Your job is to copy every line in the material containing the word "Silverview".

─── Records supplied ───

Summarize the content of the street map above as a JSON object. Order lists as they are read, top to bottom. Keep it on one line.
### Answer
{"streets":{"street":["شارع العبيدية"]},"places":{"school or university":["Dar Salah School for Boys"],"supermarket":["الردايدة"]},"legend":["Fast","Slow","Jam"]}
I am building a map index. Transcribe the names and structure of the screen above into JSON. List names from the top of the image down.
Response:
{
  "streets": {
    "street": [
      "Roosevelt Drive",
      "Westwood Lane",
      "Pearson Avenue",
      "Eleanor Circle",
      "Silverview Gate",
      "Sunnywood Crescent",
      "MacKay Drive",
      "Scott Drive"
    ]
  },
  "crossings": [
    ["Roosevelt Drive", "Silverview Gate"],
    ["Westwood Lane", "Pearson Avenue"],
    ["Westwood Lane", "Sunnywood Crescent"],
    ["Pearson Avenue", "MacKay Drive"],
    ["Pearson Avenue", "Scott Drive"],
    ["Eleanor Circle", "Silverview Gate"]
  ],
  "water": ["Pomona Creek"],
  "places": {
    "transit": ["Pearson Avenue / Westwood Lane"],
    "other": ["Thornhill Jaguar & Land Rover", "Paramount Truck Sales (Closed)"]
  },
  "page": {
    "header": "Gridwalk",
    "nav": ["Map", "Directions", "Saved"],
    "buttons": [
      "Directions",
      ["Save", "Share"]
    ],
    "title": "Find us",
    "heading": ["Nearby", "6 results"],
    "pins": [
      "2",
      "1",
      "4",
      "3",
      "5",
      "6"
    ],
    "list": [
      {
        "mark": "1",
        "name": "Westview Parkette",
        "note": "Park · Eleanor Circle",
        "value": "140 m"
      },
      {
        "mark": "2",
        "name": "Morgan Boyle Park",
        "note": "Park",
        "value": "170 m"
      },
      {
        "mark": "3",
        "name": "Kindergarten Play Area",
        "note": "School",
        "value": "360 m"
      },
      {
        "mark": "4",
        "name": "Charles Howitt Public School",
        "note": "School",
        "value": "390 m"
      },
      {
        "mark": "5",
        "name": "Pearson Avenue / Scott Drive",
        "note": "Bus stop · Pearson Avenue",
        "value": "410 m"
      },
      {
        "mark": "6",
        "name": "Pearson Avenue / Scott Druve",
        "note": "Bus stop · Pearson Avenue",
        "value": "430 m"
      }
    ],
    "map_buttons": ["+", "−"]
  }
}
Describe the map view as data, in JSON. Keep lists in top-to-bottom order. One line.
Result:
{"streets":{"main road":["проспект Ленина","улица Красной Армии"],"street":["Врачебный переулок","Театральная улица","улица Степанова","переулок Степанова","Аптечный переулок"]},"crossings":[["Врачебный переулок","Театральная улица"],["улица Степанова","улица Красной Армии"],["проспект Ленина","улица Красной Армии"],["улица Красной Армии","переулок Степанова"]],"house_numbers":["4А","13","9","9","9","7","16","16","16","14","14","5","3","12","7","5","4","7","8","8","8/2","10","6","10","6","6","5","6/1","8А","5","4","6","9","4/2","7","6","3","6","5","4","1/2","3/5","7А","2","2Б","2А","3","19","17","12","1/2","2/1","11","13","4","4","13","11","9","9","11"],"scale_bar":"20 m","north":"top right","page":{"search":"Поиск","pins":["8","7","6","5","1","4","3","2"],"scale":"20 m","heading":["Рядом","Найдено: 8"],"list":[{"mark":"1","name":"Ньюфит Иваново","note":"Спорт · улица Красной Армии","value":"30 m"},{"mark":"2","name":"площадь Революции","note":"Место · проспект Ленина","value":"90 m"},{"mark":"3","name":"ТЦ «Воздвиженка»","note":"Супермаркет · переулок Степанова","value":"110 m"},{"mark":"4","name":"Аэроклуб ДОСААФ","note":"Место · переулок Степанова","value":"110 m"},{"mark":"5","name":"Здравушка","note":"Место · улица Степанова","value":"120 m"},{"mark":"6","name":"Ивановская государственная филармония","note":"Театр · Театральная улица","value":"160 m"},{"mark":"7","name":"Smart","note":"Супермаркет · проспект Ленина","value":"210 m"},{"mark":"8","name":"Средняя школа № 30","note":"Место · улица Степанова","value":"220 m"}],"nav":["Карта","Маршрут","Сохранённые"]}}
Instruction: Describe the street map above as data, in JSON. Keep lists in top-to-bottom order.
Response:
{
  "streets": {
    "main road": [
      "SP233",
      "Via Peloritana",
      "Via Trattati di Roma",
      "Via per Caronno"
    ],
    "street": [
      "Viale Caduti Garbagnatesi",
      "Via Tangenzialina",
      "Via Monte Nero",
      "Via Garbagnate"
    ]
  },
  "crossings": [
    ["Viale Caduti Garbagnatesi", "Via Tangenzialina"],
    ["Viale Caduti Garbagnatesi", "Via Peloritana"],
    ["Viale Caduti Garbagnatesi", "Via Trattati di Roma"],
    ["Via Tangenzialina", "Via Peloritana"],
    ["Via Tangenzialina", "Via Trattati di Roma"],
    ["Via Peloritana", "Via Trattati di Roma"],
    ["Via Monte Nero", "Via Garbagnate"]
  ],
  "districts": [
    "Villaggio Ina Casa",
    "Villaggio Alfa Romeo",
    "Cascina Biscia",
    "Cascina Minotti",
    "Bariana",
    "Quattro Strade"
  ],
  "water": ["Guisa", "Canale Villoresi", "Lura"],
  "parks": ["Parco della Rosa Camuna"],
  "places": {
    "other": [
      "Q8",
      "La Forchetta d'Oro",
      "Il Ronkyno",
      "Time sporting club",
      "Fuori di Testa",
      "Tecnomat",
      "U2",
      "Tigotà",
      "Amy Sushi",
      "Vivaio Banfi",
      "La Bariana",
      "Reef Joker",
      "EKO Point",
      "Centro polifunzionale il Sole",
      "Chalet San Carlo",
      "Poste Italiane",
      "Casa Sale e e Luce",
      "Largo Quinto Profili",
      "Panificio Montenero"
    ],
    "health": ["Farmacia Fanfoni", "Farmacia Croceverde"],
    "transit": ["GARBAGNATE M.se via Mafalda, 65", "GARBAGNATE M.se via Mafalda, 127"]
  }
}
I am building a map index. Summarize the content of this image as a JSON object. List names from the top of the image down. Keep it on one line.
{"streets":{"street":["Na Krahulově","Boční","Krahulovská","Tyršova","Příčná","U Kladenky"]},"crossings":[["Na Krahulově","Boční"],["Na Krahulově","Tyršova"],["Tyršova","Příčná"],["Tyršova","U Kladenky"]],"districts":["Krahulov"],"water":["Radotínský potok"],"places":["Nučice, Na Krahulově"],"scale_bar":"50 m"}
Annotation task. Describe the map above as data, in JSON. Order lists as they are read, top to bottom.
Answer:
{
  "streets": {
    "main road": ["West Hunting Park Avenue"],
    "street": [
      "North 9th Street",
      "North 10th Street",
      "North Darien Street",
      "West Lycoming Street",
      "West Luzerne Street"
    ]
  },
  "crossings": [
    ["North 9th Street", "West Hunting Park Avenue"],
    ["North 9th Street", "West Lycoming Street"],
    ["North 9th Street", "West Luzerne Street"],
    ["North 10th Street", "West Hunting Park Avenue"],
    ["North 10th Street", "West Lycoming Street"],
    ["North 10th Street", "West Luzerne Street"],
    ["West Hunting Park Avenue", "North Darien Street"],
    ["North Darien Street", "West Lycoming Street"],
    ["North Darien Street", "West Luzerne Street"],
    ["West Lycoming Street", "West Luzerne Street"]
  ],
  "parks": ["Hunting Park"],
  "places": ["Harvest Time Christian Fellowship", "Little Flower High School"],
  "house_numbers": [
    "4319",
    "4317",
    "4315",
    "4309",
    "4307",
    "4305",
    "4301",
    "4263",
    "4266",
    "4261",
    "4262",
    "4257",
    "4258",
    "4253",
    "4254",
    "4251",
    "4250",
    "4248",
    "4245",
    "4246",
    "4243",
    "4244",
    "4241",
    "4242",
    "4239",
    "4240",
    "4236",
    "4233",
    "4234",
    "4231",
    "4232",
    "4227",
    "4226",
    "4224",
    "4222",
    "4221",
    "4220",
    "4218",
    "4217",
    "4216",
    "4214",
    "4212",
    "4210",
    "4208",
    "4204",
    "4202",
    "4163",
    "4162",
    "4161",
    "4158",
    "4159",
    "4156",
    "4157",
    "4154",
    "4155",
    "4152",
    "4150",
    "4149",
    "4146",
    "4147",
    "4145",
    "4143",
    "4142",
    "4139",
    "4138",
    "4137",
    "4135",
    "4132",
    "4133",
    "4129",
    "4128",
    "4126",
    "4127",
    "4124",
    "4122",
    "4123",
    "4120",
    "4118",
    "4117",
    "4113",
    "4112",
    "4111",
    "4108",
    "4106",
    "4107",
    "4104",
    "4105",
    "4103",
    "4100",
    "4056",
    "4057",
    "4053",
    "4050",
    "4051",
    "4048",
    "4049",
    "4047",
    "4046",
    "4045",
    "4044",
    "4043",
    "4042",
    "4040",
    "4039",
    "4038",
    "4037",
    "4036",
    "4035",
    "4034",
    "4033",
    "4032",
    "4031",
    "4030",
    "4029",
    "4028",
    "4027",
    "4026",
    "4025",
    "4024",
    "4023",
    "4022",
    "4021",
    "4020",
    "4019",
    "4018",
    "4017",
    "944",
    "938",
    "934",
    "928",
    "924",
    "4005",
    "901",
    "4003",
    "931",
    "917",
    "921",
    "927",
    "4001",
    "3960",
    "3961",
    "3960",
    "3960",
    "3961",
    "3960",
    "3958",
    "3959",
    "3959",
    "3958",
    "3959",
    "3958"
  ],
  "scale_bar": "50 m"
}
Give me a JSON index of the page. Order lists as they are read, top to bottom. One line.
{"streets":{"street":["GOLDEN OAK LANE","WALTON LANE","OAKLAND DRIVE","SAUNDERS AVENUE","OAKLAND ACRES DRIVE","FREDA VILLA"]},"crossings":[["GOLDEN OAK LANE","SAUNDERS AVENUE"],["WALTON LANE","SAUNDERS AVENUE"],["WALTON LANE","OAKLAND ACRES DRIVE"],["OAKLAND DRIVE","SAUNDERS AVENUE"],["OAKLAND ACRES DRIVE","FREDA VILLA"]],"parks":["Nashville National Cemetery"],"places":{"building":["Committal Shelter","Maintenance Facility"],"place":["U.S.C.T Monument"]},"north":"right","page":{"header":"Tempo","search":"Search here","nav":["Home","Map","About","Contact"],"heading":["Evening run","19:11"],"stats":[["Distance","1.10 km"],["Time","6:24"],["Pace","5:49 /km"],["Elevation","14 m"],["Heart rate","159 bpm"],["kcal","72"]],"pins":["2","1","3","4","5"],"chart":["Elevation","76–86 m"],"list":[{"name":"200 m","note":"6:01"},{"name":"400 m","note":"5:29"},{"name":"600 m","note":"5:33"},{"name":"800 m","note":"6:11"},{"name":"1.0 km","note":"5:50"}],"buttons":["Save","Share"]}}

───

## Task answer
      "Silverview Gate",
    ["Roosevelt Drive", "Silverview Gate"],
    ["Eleanor Circle", "Silverview Gate"]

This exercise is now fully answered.